**Exercise aim**
Filter the entries that follow, copying every line in which the word "butt" appears.

(Saved entries)
· · · ·

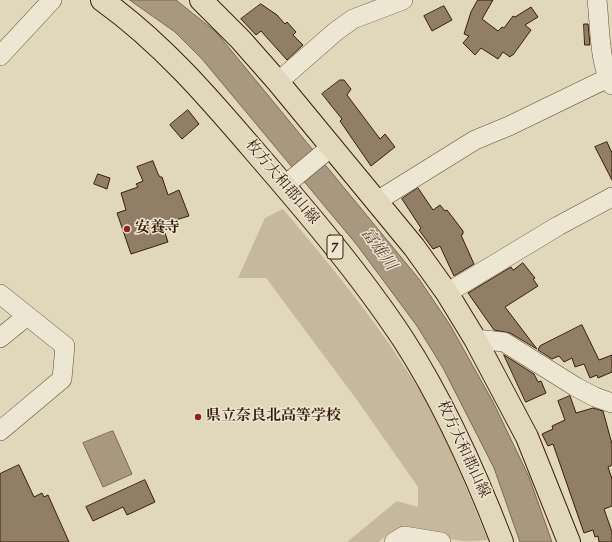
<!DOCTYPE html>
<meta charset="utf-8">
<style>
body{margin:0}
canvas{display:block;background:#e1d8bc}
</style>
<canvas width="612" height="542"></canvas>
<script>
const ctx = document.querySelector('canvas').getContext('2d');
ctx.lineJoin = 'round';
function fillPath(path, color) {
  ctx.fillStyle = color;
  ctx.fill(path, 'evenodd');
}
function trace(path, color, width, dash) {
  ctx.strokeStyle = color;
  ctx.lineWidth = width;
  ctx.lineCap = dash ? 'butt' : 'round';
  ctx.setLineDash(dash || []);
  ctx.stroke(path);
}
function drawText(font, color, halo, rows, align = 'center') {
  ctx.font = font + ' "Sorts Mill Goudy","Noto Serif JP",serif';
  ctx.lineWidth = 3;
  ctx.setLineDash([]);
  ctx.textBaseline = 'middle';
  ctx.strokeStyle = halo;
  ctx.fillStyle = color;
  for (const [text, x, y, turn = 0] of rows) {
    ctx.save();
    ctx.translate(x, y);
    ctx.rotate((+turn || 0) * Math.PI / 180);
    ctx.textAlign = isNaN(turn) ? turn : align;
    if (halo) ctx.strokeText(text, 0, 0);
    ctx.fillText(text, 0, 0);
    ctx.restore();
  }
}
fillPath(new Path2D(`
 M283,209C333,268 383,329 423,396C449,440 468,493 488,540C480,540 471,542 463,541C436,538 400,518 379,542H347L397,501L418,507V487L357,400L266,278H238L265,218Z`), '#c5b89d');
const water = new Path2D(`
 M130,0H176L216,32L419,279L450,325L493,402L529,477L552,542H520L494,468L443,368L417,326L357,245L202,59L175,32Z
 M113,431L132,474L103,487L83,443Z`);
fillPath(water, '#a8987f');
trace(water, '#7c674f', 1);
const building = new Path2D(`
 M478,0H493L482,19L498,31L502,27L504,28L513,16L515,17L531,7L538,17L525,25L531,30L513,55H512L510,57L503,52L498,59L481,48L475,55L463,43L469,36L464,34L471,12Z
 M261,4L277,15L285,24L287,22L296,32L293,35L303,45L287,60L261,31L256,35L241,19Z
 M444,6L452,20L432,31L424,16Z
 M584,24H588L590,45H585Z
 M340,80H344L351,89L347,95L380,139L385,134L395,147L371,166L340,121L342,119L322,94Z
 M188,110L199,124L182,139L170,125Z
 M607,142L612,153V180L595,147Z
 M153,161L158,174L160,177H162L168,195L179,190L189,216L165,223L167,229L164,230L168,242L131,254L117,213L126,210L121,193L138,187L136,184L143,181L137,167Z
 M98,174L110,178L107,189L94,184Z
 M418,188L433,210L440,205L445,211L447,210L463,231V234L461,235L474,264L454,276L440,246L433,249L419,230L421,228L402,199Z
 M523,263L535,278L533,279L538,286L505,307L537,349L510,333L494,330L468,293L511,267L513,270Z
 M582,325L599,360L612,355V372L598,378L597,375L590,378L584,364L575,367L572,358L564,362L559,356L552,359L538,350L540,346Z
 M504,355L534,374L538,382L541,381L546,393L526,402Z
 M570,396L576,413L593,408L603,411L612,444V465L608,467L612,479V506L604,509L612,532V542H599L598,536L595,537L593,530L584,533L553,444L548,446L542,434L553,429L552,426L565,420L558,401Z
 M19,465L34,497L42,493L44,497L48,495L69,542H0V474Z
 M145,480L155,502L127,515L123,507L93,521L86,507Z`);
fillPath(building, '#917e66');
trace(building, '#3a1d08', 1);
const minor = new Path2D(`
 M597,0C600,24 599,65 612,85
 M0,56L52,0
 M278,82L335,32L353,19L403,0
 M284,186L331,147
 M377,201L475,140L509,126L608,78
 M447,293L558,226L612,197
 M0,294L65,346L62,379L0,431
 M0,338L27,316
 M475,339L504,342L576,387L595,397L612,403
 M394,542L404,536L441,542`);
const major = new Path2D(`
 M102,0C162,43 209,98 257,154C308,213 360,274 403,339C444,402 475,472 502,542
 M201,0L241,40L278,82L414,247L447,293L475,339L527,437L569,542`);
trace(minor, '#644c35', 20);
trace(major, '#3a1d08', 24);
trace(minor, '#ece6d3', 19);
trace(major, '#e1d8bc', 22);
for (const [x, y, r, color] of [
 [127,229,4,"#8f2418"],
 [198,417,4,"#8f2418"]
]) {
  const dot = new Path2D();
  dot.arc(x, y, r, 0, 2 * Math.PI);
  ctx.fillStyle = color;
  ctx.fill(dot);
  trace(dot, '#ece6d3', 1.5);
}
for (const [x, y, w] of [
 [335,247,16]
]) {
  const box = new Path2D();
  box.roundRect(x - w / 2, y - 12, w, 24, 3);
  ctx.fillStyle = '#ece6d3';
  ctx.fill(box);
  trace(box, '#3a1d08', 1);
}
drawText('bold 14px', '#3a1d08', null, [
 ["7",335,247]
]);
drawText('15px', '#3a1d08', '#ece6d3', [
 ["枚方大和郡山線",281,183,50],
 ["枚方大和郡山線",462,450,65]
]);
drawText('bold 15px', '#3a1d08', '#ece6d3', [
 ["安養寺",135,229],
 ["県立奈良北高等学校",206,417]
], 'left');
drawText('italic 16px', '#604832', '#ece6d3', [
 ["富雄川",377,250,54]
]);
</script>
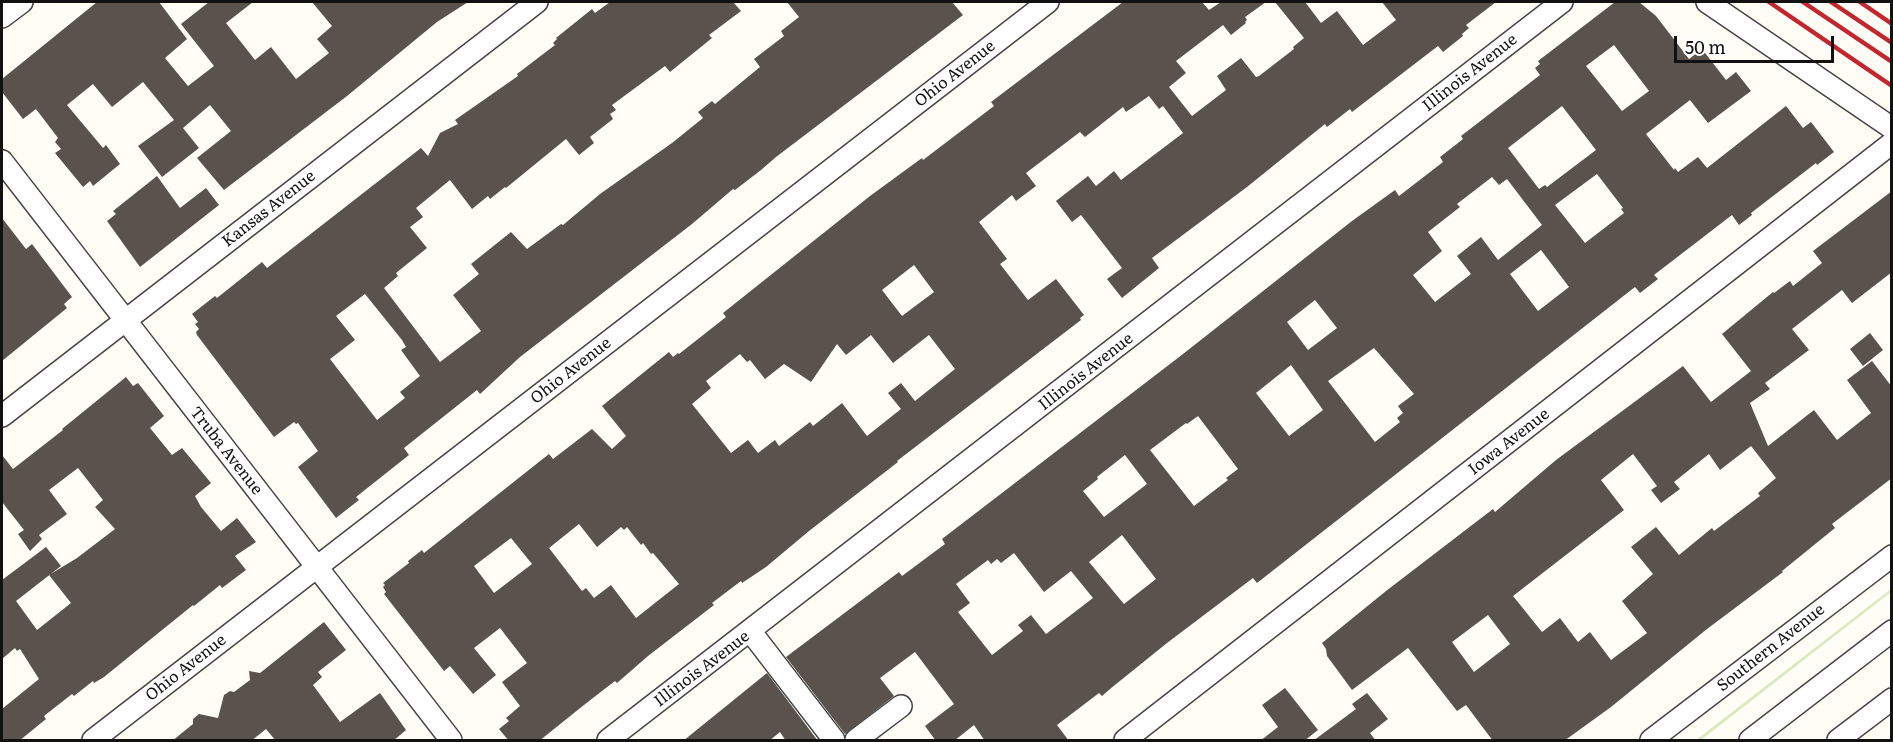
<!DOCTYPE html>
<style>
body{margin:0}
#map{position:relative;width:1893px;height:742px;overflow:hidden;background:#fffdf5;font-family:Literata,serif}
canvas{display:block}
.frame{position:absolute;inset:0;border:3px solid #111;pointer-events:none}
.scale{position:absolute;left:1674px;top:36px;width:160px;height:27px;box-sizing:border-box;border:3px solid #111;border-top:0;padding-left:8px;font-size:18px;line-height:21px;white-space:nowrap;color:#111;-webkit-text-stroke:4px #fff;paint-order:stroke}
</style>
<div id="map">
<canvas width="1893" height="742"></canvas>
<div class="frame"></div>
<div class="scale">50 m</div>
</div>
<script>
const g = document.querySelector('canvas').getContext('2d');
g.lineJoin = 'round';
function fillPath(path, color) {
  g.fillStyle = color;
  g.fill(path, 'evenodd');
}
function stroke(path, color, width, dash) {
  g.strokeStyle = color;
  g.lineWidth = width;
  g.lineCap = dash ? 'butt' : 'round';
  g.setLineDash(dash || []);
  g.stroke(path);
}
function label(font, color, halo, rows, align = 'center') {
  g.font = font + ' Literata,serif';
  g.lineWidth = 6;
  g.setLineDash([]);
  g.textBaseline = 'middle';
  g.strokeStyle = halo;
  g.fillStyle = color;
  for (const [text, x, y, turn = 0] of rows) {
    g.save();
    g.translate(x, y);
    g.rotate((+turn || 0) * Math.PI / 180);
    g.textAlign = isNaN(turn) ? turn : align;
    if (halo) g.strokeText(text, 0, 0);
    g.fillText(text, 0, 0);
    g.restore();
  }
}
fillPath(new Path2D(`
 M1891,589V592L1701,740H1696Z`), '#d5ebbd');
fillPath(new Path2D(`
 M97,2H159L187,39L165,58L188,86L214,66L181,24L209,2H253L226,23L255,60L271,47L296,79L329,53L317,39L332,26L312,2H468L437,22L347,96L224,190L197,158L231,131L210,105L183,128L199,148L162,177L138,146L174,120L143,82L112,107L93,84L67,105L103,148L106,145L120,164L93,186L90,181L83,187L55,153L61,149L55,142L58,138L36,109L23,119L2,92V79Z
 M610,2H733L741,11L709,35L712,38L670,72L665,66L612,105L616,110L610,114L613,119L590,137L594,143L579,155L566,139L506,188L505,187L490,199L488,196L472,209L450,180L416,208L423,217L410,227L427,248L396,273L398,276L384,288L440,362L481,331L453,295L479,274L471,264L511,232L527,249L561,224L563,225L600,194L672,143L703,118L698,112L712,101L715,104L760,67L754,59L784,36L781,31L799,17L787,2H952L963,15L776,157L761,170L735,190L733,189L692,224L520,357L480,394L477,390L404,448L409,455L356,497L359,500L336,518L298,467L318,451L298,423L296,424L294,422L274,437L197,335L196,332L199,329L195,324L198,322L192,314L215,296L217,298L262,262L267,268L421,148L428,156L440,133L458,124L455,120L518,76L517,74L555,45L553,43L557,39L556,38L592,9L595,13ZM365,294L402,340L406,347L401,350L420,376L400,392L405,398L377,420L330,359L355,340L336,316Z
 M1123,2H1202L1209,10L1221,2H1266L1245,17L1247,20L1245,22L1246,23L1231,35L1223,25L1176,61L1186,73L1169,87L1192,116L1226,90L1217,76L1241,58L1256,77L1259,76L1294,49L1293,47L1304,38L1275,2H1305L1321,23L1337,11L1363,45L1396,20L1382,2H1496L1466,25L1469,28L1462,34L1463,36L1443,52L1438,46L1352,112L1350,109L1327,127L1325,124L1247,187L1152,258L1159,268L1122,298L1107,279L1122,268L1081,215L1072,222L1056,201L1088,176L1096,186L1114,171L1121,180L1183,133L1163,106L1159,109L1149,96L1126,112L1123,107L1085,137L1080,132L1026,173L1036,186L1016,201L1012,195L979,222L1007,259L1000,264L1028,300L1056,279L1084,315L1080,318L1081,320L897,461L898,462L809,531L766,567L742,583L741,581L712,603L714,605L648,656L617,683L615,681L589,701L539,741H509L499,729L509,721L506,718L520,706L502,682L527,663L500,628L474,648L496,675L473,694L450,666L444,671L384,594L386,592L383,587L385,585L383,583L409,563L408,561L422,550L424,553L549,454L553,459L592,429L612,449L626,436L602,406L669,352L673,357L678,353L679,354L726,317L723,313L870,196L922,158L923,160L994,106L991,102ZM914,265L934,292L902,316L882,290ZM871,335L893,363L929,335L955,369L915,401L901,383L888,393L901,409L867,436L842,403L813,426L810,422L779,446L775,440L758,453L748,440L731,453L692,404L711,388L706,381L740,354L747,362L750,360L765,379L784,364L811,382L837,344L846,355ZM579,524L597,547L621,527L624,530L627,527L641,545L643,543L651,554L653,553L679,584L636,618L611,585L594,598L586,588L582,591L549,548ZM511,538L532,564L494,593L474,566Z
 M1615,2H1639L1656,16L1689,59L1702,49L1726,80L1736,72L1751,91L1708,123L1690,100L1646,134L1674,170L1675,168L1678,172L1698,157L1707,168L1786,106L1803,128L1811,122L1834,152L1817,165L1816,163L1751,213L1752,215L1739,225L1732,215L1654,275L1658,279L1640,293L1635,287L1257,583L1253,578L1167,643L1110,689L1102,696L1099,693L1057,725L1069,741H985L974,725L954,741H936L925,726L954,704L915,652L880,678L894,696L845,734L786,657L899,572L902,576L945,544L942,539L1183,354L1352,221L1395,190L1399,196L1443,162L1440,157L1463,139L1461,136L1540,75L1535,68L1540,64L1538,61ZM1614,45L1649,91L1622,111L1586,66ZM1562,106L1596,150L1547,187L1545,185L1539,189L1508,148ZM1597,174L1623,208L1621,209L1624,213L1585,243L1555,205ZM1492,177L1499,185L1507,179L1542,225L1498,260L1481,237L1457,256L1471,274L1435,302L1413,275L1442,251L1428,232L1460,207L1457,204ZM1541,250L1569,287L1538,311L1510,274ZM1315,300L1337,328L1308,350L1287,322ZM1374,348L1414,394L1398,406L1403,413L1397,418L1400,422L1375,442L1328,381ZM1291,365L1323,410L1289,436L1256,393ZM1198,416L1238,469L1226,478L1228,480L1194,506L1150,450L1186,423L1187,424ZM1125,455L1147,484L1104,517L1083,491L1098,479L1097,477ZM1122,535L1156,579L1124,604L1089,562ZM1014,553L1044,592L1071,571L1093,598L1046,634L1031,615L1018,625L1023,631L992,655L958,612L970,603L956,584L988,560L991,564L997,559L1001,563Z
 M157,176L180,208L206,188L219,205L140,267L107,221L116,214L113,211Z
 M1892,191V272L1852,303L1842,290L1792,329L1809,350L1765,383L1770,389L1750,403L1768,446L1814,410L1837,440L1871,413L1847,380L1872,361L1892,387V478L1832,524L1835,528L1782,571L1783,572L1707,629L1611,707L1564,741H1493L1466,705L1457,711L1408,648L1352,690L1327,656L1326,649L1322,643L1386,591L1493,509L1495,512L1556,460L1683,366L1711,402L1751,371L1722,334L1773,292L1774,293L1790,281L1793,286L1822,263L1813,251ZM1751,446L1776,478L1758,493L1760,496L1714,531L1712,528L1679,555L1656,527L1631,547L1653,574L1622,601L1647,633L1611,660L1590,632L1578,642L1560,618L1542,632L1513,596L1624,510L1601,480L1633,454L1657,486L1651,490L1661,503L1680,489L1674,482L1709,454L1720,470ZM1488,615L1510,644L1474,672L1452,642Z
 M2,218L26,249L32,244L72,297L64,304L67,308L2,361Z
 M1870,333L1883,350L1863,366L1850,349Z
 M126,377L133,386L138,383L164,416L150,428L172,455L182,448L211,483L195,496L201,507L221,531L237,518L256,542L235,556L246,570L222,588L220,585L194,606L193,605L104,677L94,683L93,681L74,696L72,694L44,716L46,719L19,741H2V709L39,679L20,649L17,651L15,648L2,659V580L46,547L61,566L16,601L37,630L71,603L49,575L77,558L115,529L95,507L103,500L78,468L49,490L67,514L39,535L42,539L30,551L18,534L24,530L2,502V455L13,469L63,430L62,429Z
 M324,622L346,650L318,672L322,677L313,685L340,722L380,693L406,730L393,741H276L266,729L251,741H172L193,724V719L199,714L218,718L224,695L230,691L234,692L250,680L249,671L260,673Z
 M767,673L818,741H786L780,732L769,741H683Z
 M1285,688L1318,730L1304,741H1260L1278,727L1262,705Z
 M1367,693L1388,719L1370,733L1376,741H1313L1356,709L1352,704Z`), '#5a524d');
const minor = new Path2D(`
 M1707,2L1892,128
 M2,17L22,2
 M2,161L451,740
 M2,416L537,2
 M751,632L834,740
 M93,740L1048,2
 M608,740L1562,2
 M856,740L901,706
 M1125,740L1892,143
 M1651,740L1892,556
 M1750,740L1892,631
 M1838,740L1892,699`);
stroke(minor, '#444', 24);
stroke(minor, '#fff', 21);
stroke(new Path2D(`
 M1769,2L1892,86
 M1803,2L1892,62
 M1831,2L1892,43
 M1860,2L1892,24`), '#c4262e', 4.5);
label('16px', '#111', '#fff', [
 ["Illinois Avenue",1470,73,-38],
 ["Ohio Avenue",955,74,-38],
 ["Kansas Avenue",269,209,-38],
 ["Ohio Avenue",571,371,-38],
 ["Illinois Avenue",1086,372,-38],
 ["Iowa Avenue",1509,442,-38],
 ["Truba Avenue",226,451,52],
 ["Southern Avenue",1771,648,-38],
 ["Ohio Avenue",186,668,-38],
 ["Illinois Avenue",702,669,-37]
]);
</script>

· · · ·

**Response**
  ctx.lineCap = dash ? 'butt' : 'round';
  g.lineCap = dash ? 'butt' : 'round';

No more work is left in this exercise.